Rating: 4/5
di Ludovico Casaburi
Dio salvi la Regina, ma soprattutto conservi intatto il talento di Alex Turner. In questo sporco mondo che è quello della critica musicale dicono che il terzo album, per una band, sia quello decisivo, quello della consacrazione. Il primo è la novità, l’epifania, la ventata d’aria fresca che di solito spazza via le ragnatele dalle orecchie di ogni indie-addicted. Così, se vi ricordate, fu per Whatever People Say I Am, That’s What I’m Not (2006), primo lavoro degli Arctic Monkeys, che dalla ‘city of seven hills’, Sheffield, vennero per diffondere il loro rock colorato di neo-punk danzereccio, stiloso e punteggiato. Il 2007 fu invece l’anno di quel capolavoro assoluto che è My Favourite Worst Nightmare, seconda fatica di Turner & Co., ancor più sorprendente del precedente perché asciugato di tutta una serie di ghirigori superflui e arricchito da una consapevolezza: il songwriting del leader dei Monkeys aveva raggiunto vette inattese e quantomai benvenute.
Passano due anni, Turner nel frattempo si dedica con successo al progetto The Last Shadow Puppets (duo che si completa con la presenza di Miles Kane dei Rascals), e anche grazie alle ottime cose sentite in The Age of the Understatement (unico album dei Puppets straordinariamente accompagnati per l’occasione dalla London Metropolitan Orchestra) cresce l’hype per il terzo album dei Monkeys.
In realtà, alla vigilia, di cosa sarà questo Humbug si sa poco o nulla, almeno fino alla clamorosa rivelazione: gran parte del disco sarà prodotto da quella vecchia volpe di Josh Homme, mastermind dei Queens Of The Stone Age. Lecito immaginarsi un cambio di direzione dunque. E anche piuttosto drastico. Che sfida, ragazzi: le scimmie artiche, gli eredi di Paul Weller, che espatriano nel deserto americano guidati dal santone dell’hard rock a caccia del Graal del suono.
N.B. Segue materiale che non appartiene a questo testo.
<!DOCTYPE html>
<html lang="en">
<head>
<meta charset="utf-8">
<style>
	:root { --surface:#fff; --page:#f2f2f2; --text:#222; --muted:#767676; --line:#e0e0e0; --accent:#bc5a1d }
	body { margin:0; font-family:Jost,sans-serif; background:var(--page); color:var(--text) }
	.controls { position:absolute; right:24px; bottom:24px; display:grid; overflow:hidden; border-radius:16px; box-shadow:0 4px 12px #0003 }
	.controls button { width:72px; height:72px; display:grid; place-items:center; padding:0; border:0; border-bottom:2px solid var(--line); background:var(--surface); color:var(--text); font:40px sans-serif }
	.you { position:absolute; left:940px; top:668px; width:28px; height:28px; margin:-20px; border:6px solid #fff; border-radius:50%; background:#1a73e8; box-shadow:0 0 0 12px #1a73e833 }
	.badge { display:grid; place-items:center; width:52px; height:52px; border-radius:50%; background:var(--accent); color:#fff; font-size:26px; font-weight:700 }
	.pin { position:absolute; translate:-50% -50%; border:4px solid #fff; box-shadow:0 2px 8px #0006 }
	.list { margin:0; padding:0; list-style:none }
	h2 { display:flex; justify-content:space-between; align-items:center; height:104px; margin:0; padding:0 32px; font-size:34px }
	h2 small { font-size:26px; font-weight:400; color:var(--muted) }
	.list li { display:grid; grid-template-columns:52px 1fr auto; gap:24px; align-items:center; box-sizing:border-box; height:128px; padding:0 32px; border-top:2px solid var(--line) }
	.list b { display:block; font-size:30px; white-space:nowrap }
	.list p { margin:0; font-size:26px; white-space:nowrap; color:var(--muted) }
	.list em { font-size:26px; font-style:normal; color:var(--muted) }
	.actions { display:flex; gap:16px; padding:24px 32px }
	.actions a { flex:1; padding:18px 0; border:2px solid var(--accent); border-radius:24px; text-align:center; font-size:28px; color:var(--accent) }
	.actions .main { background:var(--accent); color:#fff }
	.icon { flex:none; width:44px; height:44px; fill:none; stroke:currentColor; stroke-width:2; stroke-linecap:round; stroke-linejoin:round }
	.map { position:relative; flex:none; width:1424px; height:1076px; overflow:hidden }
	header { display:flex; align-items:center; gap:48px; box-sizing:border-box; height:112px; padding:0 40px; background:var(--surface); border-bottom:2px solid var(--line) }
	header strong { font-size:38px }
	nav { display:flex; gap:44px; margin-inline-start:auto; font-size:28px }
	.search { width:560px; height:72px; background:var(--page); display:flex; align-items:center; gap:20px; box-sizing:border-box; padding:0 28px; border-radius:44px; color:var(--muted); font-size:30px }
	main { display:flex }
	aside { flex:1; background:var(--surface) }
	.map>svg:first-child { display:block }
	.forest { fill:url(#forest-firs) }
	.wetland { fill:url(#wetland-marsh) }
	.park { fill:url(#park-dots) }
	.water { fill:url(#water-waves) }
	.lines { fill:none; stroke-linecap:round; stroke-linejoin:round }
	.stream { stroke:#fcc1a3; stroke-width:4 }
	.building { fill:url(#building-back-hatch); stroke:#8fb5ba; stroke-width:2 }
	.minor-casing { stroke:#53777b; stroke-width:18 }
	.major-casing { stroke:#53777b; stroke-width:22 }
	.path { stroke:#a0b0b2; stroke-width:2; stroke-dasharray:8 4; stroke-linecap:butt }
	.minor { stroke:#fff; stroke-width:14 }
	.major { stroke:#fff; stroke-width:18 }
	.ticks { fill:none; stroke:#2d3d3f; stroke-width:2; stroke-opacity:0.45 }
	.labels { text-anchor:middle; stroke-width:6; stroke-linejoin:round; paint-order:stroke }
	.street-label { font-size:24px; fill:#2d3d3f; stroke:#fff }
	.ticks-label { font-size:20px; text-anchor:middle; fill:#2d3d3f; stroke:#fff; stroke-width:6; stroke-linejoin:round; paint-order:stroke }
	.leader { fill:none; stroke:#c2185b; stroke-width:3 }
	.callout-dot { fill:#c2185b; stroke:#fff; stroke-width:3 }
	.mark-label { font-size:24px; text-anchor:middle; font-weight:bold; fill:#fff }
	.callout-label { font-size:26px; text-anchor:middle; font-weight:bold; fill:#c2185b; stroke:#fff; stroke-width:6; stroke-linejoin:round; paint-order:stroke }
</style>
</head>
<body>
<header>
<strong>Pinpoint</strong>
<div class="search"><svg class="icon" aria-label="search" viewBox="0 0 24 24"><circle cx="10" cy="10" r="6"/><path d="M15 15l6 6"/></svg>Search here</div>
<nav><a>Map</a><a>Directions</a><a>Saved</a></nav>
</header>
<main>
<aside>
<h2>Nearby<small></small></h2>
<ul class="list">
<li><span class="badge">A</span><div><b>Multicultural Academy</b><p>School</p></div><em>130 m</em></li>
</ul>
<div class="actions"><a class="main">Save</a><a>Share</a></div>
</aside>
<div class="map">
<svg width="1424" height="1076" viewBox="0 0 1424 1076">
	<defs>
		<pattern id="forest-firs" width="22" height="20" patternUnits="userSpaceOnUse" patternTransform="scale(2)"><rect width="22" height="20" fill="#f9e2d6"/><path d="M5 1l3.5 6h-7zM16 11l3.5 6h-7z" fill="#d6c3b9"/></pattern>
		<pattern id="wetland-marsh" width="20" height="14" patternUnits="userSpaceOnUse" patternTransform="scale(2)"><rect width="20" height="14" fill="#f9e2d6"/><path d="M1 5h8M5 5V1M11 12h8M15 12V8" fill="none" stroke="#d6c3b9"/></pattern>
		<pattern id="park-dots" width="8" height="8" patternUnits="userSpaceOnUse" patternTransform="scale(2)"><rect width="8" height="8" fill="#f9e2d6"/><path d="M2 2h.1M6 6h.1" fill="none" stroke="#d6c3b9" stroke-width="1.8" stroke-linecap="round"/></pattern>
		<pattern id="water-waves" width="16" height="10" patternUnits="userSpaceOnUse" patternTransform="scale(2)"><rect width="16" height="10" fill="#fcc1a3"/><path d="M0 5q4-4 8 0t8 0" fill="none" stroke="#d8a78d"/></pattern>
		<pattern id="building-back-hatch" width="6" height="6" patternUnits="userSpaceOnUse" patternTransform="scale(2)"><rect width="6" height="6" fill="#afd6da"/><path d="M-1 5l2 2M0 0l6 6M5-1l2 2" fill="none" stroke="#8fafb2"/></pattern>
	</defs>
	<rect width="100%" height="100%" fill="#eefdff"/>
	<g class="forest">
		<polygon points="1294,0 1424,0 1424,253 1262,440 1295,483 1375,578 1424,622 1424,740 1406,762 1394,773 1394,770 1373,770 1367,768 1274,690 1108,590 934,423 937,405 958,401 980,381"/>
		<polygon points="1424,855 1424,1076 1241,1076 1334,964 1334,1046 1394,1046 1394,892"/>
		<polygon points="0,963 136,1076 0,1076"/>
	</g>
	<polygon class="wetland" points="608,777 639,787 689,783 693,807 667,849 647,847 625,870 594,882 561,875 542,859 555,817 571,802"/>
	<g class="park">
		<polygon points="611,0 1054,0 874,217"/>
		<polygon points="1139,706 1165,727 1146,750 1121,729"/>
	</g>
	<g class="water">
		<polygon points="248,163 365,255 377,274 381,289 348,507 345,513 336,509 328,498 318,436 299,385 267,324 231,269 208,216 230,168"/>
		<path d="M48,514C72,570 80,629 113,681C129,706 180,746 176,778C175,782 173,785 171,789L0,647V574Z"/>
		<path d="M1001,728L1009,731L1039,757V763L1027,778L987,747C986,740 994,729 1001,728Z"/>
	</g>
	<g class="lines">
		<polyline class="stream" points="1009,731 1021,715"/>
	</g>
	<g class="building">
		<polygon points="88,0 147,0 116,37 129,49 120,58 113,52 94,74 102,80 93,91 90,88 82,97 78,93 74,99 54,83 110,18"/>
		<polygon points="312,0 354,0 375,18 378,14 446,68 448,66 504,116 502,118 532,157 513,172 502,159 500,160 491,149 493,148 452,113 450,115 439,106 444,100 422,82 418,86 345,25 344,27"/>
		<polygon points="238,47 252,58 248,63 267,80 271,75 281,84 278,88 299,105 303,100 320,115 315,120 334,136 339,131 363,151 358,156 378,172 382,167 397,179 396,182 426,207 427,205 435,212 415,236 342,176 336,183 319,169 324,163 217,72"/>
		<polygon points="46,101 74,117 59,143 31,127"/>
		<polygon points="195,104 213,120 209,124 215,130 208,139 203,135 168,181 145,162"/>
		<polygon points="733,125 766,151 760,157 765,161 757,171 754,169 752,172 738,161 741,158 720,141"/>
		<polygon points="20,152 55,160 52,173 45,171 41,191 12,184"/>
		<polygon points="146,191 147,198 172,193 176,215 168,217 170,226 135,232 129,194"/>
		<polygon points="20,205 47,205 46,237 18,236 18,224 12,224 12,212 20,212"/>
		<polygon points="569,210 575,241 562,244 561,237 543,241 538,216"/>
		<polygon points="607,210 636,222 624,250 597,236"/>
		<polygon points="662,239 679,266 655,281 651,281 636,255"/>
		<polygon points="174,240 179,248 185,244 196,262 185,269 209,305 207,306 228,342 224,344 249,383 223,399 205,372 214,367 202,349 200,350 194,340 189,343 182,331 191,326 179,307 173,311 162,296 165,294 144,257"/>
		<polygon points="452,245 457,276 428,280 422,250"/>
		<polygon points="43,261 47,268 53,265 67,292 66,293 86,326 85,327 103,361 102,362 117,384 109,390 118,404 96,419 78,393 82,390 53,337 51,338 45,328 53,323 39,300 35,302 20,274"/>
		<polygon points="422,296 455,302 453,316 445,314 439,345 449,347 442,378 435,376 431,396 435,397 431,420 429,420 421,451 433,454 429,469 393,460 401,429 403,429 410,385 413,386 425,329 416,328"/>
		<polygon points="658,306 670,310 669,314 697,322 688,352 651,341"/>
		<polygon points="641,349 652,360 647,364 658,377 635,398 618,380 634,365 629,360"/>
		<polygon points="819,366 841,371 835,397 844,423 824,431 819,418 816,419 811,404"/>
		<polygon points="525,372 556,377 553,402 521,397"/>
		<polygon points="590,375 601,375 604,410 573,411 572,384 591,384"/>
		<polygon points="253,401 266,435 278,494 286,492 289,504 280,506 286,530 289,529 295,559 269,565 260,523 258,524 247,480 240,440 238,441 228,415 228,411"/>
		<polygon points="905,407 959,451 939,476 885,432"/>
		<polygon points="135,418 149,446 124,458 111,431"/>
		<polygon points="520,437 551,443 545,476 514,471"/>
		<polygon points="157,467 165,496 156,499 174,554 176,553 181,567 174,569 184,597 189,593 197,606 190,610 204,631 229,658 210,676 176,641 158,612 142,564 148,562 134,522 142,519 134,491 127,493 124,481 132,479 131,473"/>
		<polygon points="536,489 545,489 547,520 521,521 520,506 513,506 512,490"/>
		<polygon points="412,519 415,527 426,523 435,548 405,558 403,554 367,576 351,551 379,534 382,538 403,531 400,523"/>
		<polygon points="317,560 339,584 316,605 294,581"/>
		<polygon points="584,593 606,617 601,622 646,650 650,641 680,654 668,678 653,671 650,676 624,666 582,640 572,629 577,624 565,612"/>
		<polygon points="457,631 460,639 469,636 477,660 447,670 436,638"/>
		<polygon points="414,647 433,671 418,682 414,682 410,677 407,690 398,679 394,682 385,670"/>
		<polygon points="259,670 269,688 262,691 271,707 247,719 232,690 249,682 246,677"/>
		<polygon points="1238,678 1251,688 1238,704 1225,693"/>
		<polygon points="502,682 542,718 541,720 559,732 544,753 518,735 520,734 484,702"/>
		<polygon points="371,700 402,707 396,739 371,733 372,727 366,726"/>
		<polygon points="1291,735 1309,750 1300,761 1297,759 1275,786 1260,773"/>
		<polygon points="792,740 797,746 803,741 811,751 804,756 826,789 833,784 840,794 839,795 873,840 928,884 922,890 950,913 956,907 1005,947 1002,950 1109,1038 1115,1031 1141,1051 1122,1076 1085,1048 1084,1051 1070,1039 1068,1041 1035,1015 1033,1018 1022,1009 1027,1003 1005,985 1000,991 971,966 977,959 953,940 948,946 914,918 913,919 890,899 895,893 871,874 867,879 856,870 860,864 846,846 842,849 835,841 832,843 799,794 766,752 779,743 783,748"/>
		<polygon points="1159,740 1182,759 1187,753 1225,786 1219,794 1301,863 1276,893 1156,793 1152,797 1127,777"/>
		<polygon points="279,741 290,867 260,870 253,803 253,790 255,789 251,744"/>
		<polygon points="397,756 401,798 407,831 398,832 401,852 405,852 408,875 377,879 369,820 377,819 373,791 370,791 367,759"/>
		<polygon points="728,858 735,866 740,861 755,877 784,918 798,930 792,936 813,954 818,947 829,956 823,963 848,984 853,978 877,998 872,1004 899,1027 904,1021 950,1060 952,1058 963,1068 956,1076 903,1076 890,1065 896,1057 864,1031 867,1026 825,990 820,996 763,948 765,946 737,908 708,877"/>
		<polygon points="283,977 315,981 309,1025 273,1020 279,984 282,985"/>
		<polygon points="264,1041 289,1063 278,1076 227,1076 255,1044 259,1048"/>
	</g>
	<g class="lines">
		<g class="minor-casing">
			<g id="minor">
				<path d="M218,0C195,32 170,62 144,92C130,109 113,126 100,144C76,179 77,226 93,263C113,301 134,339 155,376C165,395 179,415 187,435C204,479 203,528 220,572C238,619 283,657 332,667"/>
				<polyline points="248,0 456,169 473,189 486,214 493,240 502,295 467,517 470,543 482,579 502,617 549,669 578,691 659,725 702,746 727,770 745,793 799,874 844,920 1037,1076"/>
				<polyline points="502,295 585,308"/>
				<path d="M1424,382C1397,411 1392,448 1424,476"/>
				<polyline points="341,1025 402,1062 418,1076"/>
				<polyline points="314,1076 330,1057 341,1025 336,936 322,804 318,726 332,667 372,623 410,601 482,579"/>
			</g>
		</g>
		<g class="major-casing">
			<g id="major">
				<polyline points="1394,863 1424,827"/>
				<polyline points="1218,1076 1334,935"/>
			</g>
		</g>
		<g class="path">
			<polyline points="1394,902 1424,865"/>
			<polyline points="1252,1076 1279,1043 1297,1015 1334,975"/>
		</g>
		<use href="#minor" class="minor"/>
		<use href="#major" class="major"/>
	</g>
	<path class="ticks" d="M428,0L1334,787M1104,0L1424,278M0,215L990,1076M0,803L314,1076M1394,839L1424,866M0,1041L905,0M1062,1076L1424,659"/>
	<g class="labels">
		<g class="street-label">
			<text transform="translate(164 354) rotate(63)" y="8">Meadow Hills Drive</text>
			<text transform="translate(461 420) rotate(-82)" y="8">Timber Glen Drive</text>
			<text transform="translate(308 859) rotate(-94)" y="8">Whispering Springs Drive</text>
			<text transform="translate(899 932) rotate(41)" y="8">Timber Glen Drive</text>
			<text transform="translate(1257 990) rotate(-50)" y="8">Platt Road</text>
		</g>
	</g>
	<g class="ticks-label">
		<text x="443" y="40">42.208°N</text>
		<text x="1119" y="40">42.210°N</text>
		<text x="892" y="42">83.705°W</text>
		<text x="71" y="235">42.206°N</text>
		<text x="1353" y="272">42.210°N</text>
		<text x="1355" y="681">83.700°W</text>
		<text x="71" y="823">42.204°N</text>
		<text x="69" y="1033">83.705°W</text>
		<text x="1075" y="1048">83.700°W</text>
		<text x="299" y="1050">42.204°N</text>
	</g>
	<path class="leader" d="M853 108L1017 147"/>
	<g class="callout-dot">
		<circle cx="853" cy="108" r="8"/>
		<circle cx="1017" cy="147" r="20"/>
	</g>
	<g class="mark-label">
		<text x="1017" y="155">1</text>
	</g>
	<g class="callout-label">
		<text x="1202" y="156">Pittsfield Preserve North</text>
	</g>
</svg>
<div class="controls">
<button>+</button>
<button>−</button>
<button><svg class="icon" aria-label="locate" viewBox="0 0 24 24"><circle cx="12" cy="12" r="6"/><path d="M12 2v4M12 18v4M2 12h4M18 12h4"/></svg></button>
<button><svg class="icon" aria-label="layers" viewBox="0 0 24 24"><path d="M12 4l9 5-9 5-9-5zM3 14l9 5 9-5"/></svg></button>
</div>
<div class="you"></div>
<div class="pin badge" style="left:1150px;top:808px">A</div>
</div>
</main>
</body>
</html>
Poteva essere un esperimento andato male, ne è venuta fuori una bomba.
Badate, Humbug è tutt’altro che un disco semplice. L’orecchio non abituato farà fatica ad adattarsi alle frasi, mai banali, che ne costituiscono il racconto. Ma tant’è, this is indie-rock’n’roll gentlemen. Sensibilmente più ‘scuro’ degli altri lavori della band di Sheffield, Humbug è certamente più maturo, è evidentemente molto più un disco di ‘ricerca’ che di attestazione di qualcosa di assodato. ‘Intimo’ è la parola giusta. La presenza di Homme si sente eccome: nelle chitarre soprattutto – lecito aspettarselo – ma più in generale nell’atmosfera ‘sabbiosa’, ‘secca’, ‘stone-aged’, di tutto il disco. Zio Josh ha detto ai ragazzi «fatemi sentire qualcosa», insomma, «e vediamo cosa ne viene fuori».
Lo spirito danzereccio che fu lascia spazio a ritmi meno serrati, ma non per questo meno accattivanti, mentre le capacità di scrittura di Turner – le linee vocali del nostro sono più diluite, ragionate, meno nevrotiche – coinvolgono a ogni ascolto un po’ di più. Nonostante tutto, Humbug è e resterà un disco di ‘canzoni’, dieci tracce che ti crescono dentro con il passare del tempo, da My Propeller a The Jeweller’s Hands, passando per il singolo Crying Lightning e per la meravigliosa Fire And The Thud (featuring la zuccherosissima Alison Mosshart in qualità di back vocals), forse la cosa migliore.
Un album che se non ripete il botto di My Favourite Worst Nightmare è solo perché chi ha talento, e le scimmie ne hanno a pacchi, non si ripete. Mai.